◆ TO DO ◆
Please return each entry in the listing exactly.

(WORKING DATA begins)

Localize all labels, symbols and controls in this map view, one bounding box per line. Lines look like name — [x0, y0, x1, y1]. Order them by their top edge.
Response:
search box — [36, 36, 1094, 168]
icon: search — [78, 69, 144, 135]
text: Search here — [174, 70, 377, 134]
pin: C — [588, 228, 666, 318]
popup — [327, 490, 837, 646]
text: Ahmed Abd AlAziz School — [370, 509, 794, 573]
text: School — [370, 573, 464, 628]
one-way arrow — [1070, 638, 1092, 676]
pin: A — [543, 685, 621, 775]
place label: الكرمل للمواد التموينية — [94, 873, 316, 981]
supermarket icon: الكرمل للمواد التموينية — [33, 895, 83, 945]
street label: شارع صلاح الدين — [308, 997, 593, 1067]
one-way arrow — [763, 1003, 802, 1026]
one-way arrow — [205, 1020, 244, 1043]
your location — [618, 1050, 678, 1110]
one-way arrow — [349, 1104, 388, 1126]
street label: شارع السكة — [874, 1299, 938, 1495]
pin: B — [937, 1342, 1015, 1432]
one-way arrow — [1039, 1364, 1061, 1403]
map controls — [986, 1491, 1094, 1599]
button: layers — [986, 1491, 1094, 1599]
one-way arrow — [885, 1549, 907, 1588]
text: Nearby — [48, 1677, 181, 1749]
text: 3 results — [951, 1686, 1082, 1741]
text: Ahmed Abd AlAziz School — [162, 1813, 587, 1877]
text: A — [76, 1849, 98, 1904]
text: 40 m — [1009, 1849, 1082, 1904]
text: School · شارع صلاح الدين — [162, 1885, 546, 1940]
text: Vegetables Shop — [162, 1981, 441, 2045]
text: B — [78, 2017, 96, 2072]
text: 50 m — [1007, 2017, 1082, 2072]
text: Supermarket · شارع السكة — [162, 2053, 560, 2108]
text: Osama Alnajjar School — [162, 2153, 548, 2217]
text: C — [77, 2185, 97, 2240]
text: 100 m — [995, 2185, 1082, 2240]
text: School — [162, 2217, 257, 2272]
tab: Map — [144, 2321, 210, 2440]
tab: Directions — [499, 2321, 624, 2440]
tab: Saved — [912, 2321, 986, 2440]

(WORKING DATA ends)

◆ COMPLETED EXERCISE ◆
Localize all labels, symbols and controls in this map view, one bounding box per line. Lines look like name — [x0, y0, x1, y1]. Order them by their top edge.
Response:
search box — [36, 36, 1094, 168]
icon: search — [78, 69, 144, 135]
text: Search here — [174, 70, 377, 134]
pin: C — [588, 228, 666, 318]
popup — [327, 490, 837, 646]
text: Ahmed Abd AlAziz School — [370, 509, 794, 573]
text: School — [370, 573, 464, 628]
one-way arrow — [1070, 638, 1092, 676]
pin: A — [543, 685, 621, 775]
place label: الكرمل للمواد التموينية — [94, 873, 316, 981]
supermarket icon: الكرمل للمواد التموينية — [33, 895, 83, 945]
street label: شارع صلاح الدين — [308, 997, 593, 1067]
one-way arrow — [763, 1003, 802, 1026]
one-way arrow — [205, 1020, 244, 1043]
your location — [618, 1050, 678, 1110]
one-way arrow — [349, 1104, 388, 1126]
street label: شارع السكة — [874, 1299, 938, 1495]
pin: B — [937, 1342, 1015, 1432]
one-way arrow — [1039, 1364, 1061, 1403]
map controls — [986, 1491, 1094, 1599]
button: layers — [986, 1491, 1094, 1599]
one-way arrow — [885, 1549, 907, 1588]
text: Nearby — [48, 1677, 181, 1749]
text: 3 results — [951, 1686, 1082, 1741]
text: Ahmed Abd AlAziz School — [162, 1813, 587, 1877]
text: A — [76, 1849, 98, 1904]
text: 40 m — [1009, 1849, 1082, 1904]
text: School · شارع صلاح الدين — [162, 1885, 546, 1940]
text: Vegetables Shop — [162, 1981, 441, 2045]
text: B — [78, 2017, 96, 2072]
text: 50 m — [1007, 2017, 1082, 2072]
text: Supermarket · شارع السكة — [162, 2053, 560, 2108]
text: Osama Alnajjar School — [162, 2153, 548, 2217]
text: C — [77, 2185, 97, 2240]
text: 100 m — [995, 2185, 1082, 2240]
text: School — [162, 2217, 257, 2272]
tab: Map — [144, 2321, 210, 2440]
tab: Directions — [499, 2321, 624, 2440]
tab: Saved — [912, 2321, 986, 2440]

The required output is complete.